Since the phenotypes examined in this study are all describing aspects related to the photosynthetic electron transport chain, the identification of a considerable number of MPL was not surprising. To date, for many of the individual chlorophyll fluorescence phenotypes assessed in this study, the impact of different values on biomass accumulation or grain yield and even photosynthetic rates are not well understood. As such, the 19 loci identified to be associated with individual chlorophyll fluorescence phenotypes should be useful for future efforts aimed at establishing the importance of specific traits relative to plant performance. In addition to loci that could be targeted for in depth studies and to improve individual fluorescence phenotypes or different categories of fluorescence phenotypes in advanced germplasm, MPL represent promising targets to impact several aspects of the light-dependent reactions. Among them, MPL-13, which was associated with the largest number of fluorescence phenotypes (9), is of particular interest. Two of the nine fluorescence phenotypes, FM/F0 and FV/F0, are among the more commonly reported traits and were associated with four consecutive SNPs in MPL-13. The phenotype Fv/F0, maximum primary yield of photochemistry of photosystem II, was less affected by drought in drought tolerant barley genotypes [59] and more sensitive to cold stress in pea plants (Pisum sativum L.) than FV/FM [84]. Given these and other reports of links between chlorophyll fluorescence phenotypes, such as Fv/F0, with tolerance to drought and cold stress, the MPL-13 on chromosome 19 may represent a useful marker to improve photosynthetic efficiency in soybean under abiotic stress conditions.

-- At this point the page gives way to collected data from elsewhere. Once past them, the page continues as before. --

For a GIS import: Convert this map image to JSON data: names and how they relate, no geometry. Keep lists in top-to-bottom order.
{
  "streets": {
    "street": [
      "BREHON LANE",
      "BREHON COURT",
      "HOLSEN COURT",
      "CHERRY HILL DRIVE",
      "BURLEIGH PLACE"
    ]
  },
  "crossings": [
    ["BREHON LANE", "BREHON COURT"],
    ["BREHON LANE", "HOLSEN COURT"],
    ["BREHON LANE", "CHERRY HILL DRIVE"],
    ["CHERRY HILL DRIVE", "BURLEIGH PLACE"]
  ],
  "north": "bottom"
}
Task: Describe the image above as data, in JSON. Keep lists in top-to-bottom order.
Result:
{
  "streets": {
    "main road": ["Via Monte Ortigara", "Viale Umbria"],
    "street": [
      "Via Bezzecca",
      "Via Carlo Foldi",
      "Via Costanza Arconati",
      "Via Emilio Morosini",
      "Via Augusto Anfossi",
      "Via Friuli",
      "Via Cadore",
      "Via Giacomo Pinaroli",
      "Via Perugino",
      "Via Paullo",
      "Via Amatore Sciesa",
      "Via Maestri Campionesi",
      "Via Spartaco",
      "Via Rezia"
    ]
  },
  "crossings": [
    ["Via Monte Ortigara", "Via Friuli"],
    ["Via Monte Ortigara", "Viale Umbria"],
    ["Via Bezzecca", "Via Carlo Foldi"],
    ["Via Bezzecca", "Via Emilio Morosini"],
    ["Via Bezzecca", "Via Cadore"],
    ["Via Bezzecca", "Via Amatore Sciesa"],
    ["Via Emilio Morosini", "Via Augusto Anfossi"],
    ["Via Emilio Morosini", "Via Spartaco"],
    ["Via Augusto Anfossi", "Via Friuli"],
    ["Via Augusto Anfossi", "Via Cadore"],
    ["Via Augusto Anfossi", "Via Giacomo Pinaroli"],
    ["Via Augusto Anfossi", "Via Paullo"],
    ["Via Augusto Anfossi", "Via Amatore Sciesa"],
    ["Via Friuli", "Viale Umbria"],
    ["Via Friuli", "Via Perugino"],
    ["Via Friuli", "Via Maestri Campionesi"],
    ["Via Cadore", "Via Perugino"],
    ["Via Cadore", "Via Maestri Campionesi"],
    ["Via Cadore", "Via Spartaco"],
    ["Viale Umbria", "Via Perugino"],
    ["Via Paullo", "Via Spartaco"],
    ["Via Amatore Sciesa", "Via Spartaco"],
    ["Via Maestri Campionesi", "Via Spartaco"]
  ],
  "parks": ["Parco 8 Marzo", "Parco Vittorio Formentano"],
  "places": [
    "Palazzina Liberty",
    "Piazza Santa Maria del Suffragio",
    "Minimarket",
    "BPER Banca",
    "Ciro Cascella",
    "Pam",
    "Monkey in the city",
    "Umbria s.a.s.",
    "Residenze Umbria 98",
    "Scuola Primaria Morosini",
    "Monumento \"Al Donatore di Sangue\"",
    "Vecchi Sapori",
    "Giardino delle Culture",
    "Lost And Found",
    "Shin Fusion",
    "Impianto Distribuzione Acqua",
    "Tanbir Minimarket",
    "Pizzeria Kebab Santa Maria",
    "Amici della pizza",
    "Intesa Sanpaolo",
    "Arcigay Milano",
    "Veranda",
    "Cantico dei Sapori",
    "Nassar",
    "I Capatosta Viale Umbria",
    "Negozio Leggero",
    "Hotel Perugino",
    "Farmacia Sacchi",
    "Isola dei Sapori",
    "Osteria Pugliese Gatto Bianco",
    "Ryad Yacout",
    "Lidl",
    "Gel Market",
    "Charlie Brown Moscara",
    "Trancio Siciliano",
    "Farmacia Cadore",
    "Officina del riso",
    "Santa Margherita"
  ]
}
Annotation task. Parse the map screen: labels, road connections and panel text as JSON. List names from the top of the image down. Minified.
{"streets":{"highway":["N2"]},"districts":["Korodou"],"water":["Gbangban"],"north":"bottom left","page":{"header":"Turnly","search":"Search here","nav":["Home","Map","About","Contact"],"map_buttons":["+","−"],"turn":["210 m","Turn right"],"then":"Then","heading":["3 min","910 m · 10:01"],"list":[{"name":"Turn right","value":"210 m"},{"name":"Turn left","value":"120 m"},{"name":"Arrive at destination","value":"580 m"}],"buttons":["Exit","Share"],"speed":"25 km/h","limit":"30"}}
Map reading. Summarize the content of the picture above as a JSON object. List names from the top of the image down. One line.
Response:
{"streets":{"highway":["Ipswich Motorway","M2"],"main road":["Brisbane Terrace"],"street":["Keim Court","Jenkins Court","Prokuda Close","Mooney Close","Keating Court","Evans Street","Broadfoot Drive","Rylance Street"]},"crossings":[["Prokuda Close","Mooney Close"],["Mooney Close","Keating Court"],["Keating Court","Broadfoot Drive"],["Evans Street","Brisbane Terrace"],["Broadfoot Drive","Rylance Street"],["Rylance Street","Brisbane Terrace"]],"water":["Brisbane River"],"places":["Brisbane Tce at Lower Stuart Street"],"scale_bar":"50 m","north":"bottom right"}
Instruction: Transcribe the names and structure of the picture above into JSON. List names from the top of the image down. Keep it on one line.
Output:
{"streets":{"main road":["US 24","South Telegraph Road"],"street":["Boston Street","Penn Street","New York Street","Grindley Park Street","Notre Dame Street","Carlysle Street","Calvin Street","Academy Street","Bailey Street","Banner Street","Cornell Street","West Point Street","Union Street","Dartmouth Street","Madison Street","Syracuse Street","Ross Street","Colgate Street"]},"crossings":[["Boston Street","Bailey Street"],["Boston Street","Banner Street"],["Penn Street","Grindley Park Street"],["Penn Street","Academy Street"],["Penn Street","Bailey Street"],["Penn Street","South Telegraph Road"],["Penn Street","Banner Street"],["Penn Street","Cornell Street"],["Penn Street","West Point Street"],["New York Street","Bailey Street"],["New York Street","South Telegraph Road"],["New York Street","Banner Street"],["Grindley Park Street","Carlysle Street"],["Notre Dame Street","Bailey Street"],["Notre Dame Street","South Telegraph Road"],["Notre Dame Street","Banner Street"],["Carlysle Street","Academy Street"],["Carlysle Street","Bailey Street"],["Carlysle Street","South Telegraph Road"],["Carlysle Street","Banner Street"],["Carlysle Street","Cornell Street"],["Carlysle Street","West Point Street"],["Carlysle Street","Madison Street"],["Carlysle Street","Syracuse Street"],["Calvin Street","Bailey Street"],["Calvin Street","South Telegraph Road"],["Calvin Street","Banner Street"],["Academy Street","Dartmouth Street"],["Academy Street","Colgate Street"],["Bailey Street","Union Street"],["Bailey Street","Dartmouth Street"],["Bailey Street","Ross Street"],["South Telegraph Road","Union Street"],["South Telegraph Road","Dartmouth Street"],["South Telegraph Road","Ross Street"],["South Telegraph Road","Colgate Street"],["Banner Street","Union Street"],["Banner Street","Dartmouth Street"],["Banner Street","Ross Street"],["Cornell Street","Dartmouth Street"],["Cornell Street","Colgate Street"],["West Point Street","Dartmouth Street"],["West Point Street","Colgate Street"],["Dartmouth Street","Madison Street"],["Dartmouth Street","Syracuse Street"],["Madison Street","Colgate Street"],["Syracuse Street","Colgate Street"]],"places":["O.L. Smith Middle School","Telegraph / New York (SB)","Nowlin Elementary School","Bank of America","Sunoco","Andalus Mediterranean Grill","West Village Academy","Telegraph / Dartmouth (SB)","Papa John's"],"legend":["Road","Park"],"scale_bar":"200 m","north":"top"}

Previously Hao et al. [32] and Yin et al. [31] found loci that were associated with multiple chlorophyll fluorescence phenotypes in soybean, and some were located near MPL identified in the present study. On chromosome 4, MPL-3 was associated with FV/FM, φEo and φPo and a locus previously identified by Hao et al. (2012) was located approximately 1.5 Mb from MPL-3 and was associated with ABS/RC and ET0/TR0. Additionally, Hao et al. [32] reported a locus on chromosome 15 that was associated with ET0/ABS, ET0/TR0 and PIABS, and was within approximately 1.4 Mb of MPL-11 which was associated with ET0/RC, Ψ0 and VJ. Although the phenotypes that Hao et al. [32] found to be associated with loci near MPL-3 and MPL-11 were not the same as those reported here, their physiological relevance may be similar. Additionally, the relatively short distance between two loci reported here and by Hao et al. [32], provides additional support for the presence of genes of interest in those regions of chromosomes 4 and 15. One of the QTL reported by Yin et al. [31] was located 2.1 Mb from MPL-6 but was not associated with similar phenotypes. Although, they identified a QTL for FV/FM on chromosome seven, it was more than 12 Mb from MPL-4 which was not associated with FV/FM.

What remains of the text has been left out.